Muscimol injected into the medial prefrontal cortex of the rat alters ethanol self-administration.

The role of the rodent prefrontal cortex in the regulation of ethanol self-administration has not been widely explored. Understanding the role of GABAergic transmission in this area in relation to ethanol self-administration is important, as the GABA system may be one of several targets for alcohols actions in the brain. Rats were initiated to drink 10% ethanol from a dipper using a sucrose-substitution procedure. When baseline behavior was stable, bilateral microinjections of muscimol (a GABA(A) agonist) into the prefrontal cortex were tested at doses of 17.5, 30, 100 and 300 ng/microl. Ethanol self-administration was decreased by approximately 40% at the 30-ng dose and 30% at the 100-ng dose. No effects were observed at either the 17.5- or 300-ng dose. The effect on the pattern of self-administration was to shorten the size of the first run of drinking without affecting the rate of drinking. The hypothesis is put forward that the injections increased glutamatergic output to the nucleus accumbens (nAcc) that in turn increased accumbens output. This increased output is proposed as similar to the effects of dopaminergic (DA) manipulations within this system.

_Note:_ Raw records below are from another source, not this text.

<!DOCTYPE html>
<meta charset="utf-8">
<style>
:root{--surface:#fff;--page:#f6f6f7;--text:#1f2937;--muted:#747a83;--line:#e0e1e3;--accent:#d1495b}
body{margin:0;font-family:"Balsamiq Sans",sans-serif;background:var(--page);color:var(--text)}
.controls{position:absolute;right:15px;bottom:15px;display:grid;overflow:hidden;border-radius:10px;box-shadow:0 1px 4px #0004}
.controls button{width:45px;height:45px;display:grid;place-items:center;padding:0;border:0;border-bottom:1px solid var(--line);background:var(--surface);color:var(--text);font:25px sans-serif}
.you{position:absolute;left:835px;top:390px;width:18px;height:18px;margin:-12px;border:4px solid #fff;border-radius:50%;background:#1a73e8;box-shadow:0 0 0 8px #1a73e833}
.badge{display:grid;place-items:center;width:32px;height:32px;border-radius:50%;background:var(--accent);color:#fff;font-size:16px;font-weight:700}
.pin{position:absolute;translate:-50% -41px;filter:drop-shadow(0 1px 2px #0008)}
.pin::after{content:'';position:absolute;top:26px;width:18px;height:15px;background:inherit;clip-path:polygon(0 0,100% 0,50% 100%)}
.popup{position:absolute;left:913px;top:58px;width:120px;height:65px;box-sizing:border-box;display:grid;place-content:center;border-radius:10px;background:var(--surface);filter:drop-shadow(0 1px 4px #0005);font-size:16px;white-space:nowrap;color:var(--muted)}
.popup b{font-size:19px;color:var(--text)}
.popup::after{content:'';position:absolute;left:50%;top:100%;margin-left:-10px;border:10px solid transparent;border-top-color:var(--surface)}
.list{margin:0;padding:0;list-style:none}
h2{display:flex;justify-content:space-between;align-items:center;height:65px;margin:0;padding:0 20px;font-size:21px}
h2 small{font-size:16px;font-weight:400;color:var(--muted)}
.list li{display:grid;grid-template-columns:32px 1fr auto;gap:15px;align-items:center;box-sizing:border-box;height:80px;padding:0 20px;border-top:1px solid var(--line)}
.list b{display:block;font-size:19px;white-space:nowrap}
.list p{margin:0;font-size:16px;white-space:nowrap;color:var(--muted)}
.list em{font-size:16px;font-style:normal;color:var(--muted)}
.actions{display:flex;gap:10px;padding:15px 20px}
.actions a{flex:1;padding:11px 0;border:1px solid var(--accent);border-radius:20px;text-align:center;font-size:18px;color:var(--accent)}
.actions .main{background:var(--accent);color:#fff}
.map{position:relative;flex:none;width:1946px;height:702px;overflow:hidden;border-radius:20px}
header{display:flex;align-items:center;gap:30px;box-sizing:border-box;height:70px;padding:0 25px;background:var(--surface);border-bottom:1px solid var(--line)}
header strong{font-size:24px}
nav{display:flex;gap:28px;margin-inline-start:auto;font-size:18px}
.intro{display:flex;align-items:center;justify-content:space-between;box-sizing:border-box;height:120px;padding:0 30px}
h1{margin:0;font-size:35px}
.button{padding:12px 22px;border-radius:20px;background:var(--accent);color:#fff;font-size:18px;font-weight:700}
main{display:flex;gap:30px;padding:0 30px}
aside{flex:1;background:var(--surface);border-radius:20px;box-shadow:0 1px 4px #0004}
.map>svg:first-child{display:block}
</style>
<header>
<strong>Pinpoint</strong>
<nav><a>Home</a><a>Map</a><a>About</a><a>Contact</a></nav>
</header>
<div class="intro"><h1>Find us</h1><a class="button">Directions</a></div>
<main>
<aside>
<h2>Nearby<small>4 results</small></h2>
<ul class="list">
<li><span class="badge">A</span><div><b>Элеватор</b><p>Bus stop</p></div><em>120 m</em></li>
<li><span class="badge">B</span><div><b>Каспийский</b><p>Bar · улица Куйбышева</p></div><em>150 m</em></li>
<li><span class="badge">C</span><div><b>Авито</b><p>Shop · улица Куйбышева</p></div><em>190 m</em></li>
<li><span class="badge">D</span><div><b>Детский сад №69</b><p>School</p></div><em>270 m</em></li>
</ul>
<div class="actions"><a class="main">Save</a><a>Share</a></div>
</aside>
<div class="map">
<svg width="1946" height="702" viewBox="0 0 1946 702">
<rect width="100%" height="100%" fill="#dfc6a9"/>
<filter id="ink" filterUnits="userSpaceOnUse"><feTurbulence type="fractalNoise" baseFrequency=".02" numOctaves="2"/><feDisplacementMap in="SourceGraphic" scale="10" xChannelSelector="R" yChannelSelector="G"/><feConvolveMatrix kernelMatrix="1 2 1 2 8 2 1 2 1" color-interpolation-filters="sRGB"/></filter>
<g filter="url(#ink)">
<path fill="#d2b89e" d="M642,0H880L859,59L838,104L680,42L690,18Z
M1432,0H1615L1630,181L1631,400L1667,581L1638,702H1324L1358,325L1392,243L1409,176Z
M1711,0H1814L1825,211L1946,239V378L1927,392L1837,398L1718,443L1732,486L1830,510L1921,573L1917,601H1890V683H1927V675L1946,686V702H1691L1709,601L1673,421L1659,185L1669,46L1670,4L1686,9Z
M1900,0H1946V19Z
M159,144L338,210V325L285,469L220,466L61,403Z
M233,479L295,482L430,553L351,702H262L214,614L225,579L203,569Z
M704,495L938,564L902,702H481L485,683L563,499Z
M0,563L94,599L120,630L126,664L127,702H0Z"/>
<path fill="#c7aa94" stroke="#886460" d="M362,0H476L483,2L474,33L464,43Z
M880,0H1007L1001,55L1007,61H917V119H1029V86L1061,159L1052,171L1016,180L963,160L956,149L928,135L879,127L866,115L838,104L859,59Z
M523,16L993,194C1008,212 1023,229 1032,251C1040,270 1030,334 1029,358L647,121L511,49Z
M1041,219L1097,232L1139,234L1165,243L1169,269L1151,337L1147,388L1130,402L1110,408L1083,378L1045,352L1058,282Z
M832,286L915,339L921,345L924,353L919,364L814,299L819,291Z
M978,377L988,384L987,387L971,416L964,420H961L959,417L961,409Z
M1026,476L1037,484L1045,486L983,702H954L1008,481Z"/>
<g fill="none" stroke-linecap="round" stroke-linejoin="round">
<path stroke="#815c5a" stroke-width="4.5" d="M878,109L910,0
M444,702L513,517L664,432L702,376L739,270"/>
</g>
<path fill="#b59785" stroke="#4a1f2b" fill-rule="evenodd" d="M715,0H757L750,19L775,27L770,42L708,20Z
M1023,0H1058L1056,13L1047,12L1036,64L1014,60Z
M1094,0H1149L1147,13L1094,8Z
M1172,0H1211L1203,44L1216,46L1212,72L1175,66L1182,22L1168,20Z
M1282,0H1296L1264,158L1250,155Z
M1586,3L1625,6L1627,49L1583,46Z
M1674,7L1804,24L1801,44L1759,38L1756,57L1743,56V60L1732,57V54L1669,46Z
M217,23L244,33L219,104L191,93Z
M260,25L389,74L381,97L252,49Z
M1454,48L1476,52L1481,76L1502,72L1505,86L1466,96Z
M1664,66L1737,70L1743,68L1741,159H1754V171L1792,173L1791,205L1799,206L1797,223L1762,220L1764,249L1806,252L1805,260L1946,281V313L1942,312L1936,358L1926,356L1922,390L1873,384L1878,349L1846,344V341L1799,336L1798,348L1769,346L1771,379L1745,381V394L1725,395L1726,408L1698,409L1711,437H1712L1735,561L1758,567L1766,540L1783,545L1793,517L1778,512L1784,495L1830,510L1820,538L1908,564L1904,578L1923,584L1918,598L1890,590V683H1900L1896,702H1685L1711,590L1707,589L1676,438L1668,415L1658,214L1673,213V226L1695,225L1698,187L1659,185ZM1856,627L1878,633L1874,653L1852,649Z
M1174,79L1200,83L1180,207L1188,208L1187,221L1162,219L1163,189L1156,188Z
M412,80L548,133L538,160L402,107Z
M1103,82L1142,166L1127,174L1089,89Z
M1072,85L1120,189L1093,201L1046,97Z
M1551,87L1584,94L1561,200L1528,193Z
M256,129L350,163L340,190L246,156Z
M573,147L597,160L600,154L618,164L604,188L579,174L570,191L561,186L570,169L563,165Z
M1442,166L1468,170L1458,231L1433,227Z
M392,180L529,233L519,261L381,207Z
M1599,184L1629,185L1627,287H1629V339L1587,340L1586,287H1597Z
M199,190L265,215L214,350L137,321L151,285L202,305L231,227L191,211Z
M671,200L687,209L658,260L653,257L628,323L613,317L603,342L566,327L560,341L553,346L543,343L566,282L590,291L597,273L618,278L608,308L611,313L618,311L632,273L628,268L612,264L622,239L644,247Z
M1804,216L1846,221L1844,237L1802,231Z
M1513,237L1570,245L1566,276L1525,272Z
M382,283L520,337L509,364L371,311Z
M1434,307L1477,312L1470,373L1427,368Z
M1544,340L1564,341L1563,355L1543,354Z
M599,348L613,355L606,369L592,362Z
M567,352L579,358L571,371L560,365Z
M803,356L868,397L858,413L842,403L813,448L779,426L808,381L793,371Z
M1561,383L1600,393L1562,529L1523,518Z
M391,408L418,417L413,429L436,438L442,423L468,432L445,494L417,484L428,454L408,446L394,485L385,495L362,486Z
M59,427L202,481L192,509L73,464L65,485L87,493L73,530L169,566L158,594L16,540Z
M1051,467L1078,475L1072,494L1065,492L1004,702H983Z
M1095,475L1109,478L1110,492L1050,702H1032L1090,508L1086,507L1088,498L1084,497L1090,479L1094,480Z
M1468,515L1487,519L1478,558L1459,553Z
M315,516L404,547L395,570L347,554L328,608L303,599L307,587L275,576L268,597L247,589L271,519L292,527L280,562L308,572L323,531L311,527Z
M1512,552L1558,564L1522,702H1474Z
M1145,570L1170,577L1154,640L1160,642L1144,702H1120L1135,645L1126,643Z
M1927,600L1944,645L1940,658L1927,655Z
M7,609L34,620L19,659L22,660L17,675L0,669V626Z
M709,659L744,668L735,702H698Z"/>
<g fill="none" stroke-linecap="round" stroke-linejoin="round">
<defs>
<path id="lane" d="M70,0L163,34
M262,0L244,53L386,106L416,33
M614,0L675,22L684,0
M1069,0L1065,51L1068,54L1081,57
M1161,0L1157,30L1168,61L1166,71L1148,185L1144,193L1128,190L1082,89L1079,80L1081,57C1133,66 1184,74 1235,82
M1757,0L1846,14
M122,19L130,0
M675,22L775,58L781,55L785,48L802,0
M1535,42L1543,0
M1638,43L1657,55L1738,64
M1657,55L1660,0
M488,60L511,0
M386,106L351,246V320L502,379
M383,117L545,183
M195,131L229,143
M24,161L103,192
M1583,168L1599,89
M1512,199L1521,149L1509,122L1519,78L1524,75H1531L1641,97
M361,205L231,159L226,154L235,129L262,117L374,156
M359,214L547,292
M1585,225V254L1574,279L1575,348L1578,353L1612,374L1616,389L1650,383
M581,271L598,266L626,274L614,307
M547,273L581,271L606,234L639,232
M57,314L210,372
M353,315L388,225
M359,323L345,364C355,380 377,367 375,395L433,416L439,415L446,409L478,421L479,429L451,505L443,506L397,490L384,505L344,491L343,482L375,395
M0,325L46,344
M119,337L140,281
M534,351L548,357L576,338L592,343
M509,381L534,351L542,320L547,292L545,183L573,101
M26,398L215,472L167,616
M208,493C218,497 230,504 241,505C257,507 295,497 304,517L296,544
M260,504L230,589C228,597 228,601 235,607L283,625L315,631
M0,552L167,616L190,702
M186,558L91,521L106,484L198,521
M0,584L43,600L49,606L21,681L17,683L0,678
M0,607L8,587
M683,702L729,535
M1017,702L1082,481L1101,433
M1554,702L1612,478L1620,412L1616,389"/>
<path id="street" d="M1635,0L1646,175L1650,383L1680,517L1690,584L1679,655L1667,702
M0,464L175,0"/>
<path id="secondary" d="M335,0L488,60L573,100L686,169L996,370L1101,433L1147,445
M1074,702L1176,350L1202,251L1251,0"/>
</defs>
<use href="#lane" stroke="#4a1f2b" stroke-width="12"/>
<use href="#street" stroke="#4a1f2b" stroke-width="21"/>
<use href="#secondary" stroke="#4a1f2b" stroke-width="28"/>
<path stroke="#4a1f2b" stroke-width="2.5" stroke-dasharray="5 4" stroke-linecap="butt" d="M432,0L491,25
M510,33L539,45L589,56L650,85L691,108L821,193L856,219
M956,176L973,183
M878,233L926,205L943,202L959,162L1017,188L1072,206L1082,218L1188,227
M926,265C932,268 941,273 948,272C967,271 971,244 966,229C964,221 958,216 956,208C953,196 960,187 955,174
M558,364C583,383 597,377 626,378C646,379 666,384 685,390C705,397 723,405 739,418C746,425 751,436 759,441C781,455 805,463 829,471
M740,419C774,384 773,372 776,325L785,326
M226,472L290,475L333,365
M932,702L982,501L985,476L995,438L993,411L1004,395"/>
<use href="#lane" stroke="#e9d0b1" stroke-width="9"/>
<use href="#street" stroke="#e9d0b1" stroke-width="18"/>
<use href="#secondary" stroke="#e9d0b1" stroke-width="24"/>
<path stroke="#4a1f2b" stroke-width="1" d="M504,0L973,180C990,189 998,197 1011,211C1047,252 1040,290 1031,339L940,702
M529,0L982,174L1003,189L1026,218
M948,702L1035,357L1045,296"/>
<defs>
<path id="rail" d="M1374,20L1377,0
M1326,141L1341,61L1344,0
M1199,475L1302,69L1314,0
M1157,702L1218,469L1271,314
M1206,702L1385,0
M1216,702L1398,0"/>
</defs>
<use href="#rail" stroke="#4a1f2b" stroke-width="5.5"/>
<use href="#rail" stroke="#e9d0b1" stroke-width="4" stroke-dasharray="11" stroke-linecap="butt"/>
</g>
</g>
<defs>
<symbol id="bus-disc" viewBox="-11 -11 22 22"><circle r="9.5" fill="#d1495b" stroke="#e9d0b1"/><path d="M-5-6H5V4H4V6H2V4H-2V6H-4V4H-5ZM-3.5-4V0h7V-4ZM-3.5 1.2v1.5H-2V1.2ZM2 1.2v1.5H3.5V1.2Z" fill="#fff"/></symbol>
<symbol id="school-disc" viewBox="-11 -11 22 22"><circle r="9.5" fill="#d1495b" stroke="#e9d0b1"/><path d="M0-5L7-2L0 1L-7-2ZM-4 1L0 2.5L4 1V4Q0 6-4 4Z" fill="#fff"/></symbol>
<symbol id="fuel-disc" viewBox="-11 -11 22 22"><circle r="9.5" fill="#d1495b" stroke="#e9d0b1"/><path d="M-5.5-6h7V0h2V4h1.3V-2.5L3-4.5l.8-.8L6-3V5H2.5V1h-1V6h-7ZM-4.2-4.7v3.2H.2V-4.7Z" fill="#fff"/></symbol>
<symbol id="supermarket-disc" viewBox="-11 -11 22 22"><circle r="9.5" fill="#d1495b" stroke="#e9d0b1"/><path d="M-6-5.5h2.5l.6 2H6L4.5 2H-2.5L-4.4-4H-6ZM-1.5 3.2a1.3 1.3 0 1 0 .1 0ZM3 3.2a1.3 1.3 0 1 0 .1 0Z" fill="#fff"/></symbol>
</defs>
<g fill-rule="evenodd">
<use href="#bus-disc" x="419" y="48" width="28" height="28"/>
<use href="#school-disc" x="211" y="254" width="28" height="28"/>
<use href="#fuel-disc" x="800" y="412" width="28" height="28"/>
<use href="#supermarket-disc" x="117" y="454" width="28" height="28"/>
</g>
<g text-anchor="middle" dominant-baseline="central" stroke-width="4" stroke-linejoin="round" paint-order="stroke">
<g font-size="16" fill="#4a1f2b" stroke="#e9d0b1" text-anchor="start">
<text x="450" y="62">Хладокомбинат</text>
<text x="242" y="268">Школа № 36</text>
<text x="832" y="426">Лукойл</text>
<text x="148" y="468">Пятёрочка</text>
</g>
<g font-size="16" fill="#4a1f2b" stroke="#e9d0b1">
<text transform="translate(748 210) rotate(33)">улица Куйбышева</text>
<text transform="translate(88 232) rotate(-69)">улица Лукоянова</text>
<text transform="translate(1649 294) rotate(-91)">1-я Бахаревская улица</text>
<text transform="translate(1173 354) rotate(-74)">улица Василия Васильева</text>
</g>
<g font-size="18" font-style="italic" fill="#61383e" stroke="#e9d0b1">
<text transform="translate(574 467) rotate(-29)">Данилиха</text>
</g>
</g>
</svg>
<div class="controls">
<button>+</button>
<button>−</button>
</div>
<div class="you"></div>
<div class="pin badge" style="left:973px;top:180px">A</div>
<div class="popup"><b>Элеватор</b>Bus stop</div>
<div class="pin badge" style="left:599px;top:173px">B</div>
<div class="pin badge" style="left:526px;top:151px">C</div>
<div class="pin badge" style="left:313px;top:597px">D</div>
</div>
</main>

Intranucleus Accumbens Amphetamine Infusions Enhance Responding Maintained by a Stimulus Complex Paired With Oral Ethanol Self-Administration

Six male Long-Evans rats were trained to self-administer 10% ethanol (v/v) during 30 min operant sessions. A licking response on an empty drinking tube resulted in the presentation of reinforcement from an automatic dipper. During the initiation of ethanol self-administration, a tone-light stimulus complex was paired with all ethanol presentations. When 10% ethanol maintained responding, guide cannulae aimed at the nucleus accumbens (NAcc) were implanted into the brain. The ability of the paired stimulus complex to reinforce a new operant response (i.e., a lever press) was then examined. To test for the development of the new response, responding on one lever resulted in presentation of only the paired tone-light stimulus complex (contingency-associated lever) while responding on an alternate lever had no programmed consequences (no contingency-associated lever). Prior to some new response sessions, amphetamine (5-20 microg/microl) was infused into the NAcc to examine the influence of dopamine on responding maintained by the stimulus complex. Ethanol intake during the sessions prior to new response testing averaged 0.49 +/- 0.07 g/g. During new response sessions no significant differences in lever pressure during no-drug conditions (control, sham, injection or vehicle injection) were observed between the contingency-associated and no contingency-associated levers. Intra-NAcc infusion of amphetamine (5-20 microg/microl) resulted in significant increases in lever pressing only on the contingency-associated lever. These data suggest that increasing NAcc dopamine levels with amphetamine enhanced the ability of the stimulus complex to function as a reinforcer. Further studies examining the ability of potentially more salient stimuli (i.e., taste of ethanol) to function as conditioned reinforcers associated with ethanol self-administration are warranted due to the apparent inability of the paired tone-light stimulus complex to function as a reinforcer without amphetamine-induced activation of the NAcc.